The lines needed are those from the start of the records through the line holding "position:absolute; right:18px; bottom:18px;", each copied exactly.

## Exercise input
=== Section Start ===
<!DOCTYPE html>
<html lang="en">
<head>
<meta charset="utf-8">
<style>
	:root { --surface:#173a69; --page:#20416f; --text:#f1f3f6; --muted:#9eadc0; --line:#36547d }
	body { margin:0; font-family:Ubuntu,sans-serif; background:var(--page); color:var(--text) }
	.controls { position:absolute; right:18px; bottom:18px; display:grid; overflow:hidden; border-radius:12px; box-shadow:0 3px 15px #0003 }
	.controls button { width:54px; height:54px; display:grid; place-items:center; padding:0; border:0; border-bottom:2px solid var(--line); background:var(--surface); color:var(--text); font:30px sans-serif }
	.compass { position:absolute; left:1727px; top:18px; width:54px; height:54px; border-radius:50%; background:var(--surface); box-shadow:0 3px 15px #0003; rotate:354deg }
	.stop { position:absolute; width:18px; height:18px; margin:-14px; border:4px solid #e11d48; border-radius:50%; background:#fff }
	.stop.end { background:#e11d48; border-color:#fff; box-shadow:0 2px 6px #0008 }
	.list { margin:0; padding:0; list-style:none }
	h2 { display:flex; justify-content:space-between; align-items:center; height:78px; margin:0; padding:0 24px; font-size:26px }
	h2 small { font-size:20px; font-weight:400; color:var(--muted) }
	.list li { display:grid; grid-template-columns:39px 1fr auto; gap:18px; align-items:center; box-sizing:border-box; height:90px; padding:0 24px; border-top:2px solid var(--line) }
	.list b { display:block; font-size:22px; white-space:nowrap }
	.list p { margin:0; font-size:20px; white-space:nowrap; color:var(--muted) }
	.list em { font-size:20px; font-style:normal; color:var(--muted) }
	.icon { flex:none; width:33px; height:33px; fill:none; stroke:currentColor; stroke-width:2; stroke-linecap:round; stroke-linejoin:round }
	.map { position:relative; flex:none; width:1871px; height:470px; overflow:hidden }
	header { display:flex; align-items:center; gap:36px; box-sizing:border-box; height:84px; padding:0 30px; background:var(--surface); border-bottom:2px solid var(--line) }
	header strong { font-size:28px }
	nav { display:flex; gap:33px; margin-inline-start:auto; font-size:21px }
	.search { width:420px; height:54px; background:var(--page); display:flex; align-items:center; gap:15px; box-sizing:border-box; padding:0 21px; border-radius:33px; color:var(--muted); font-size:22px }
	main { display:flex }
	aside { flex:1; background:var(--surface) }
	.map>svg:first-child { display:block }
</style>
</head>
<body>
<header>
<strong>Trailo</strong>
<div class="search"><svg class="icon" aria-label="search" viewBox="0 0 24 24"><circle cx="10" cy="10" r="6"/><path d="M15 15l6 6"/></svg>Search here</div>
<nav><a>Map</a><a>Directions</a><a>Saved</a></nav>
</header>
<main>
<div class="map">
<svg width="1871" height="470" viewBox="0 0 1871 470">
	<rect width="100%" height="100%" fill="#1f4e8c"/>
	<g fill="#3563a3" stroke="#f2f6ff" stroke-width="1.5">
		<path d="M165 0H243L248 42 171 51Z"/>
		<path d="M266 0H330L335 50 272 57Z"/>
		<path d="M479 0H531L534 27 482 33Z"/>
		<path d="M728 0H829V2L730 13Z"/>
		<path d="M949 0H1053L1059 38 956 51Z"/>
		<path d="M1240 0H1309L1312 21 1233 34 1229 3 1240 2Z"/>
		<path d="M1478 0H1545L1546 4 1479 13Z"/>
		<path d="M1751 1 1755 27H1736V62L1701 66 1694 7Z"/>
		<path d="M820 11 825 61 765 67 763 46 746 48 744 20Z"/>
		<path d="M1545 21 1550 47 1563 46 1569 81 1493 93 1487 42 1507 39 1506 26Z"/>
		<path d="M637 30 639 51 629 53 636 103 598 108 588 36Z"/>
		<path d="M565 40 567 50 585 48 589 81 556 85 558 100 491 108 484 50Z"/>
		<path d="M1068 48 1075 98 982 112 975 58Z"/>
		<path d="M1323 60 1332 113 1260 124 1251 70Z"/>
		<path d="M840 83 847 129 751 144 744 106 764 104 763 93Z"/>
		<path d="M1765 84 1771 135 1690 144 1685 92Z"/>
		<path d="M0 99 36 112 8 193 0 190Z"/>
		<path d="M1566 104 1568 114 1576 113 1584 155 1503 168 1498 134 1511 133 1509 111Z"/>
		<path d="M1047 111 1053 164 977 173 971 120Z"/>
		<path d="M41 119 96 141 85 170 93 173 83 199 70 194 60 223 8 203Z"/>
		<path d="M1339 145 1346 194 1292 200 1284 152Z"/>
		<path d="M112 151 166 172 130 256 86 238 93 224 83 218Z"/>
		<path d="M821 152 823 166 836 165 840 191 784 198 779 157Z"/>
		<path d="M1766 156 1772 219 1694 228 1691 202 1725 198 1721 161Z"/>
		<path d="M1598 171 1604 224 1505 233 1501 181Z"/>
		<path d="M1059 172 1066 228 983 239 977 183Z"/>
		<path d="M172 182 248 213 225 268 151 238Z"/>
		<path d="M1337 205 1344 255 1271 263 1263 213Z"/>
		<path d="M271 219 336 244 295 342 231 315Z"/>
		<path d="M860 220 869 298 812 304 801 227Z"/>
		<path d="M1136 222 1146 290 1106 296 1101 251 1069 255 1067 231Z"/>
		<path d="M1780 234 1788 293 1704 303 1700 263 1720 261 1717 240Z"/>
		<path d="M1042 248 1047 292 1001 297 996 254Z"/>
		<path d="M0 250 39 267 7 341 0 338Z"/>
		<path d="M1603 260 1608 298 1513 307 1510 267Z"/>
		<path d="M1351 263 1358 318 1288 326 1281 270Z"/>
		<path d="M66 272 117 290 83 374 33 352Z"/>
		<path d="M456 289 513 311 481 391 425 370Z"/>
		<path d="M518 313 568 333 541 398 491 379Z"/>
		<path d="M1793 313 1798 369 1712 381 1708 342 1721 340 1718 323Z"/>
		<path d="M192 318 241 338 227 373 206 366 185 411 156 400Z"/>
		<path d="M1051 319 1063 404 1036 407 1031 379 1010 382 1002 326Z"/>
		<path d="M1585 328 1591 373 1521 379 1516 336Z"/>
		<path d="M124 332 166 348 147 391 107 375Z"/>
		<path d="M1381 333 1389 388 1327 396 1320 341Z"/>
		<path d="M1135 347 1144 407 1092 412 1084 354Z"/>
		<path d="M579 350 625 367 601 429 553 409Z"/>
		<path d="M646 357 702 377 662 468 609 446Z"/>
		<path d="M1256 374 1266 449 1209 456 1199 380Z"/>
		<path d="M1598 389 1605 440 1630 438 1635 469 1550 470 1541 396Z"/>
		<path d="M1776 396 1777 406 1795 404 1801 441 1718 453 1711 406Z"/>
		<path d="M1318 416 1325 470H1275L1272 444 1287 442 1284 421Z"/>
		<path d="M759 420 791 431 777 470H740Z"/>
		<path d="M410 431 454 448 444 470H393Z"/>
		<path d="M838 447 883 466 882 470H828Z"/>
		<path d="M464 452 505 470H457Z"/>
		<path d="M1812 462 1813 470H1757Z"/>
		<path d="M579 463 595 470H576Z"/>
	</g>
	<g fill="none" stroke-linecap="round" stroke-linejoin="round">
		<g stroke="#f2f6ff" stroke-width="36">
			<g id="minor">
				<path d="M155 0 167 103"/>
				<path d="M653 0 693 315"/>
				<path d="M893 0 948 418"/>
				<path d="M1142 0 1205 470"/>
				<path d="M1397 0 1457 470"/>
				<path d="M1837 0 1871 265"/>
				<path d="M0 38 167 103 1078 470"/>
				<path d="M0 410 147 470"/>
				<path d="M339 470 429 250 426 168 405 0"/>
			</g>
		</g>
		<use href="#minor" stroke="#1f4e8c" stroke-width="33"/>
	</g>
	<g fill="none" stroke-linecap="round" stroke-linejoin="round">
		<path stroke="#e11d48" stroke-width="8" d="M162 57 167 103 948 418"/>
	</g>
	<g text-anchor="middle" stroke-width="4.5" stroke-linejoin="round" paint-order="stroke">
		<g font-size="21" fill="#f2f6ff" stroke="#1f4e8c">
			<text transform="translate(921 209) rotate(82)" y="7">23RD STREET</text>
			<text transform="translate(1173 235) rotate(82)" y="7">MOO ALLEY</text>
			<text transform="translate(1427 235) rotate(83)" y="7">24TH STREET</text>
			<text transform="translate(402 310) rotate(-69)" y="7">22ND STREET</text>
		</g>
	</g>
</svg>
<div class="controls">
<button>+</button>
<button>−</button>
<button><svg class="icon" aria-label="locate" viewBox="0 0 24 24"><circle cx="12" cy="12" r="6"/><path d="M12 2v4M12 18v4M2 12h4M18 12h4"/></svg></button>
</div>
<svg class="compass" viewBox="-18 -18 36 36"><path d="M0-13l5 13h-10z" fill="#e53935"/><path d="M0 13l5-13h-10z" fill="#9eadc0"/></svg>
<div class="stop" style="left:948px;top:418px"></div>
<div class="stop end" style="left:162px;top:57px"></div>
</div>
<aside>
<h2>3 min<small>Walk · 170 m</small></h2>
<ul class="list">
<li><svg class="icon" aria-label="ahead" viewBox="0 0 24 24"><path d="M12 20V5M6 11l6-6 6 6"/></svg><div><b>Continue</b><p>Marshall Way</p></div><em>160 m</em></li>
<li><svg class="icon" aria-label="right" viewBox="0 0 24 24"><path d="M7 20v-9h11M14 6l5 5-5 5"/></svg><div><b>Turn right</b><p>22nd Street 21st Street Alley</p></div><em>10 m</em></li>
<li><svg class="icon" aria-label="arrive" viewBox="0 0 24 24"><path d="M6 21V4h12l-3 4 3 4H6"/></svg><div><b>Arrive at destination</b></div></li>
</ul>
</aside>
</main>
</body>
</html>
=== Section End ===
## Answer to the exercise
<!DOCTYPE html>
<html lang="en">
<head>
<meta charset="utf-8">
<style>
	:root { --surface:#173a69; --page:#20416f; --text:#f1f3f6; --muted:#9eadc0; --line:#36547d }
	body { margin:0; font-family:Ubuntu,sans-serif; background:var(--page); color:var(--text) }
	.controls { position:absolute; right:18px; bottom:18px; display:grid; overflow:hidden; border-radius:12px; box-shadow:0 3px 15px #0003 }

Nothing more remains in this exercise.